Write out every line below that includes the word "which".

[Collected data]
====
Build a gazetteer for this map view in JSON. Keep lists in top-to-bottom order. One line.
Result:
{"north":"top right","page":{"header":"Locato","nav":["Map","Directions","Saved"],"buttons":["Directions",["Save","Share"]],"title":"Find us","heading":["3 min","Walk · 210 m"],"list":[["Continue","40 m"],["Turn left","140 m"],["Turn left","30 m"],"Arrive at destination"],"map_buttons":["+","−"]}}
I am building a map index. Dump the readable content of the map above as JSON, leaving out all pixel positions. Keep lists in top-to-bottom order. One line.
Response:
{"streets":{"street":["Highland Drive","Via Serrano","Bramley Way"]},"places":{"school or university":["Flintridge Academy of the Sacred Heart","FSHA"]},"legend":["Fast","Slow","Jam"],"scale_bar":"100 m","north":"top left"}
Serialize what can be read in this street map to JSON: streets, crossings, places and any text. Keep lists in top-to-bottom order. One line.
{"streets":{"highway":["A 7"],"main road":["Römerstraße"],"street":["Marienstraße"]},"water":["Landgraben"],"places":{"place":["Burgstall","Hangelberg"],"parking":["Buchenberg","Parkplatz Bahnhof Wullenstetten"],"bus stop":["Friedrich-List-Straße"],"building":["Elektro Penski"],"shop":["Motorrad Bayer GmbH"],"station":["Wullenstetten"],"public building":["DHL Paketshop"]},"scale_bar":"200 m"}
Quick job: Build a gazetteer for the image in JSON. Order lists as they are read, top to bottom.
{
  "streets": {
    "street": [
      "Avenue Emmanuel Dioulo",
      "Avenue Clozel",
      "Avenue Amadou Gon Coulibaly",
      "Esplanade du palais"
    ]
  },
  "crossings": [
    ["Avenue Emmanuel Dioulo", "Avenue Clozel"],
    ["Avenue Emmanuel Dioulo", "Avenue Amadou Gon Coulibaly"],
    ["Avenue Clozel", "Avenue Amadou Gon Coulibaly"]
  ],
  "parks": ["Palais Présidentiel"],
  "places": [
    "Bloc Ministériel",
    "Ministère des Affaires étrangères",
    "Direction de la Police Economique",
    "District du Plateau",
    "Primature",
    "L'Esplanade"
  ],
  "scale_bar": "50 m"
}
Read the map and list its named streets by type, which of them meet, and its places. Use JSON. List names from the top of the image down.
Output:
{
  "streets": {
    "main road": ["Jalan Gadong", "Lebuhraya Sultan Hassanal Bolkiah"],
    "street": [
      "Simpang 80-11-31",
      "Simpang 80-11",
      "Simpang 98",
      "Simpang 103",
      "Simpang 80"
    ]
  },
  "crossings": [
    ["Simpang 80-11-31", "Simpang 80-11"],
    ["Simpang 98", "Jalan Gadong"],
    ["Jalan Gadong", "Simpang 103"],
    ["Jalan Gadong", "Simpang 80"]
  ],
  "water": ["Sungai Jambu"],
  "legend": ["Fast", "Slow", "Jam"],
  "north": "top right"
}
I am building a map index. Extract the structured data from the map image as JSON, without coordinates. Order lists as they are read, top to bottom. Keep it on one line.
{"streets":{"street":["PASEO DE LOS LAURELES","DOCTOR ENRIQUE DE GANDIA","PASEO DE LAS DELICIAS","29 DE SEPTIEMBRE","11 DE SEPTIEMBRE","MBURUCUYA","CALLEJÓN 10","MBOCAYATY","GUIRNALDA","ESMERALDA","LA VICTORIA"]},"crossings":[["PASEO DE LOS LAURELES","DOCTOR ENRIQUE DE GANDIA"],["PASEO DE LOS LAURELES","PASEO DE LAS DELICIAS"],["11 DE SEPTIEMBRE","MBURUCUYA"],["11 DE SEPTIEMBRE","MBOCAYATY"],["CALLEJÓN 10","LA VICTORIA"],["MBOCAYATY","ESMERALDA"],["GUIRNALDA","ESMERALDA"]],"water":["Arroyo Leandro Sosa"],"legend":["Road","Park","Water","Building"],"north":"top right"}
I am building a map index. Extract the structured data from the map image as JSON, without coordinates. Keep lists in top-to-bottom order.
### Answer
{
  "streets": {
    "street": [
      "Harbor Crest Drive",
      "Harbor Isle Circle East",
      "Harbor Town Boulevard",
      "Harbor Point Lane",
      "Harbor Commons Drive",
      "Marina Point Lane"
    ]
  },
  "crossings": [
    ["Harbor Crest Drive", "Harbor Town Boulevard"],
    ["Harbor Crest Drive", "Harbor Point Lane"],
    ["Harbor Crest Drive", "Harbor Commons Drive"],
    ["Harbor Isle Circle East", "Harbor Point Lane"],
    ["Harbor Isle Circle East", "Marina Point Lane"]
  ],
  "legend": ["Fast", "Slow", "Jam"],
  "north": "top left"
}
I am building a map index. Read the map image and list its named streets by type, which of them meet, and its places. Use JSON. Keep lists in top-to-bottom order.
====
* **Answer**:
Read the map and list its named streets by type, which of them meet, and its places. Use JSON. List names from the top of the image down.
I am building a map index. Read the map image and list its named streets by type, which of them meet, and its places. Use JSON. Keep lists in top-to-bottom order.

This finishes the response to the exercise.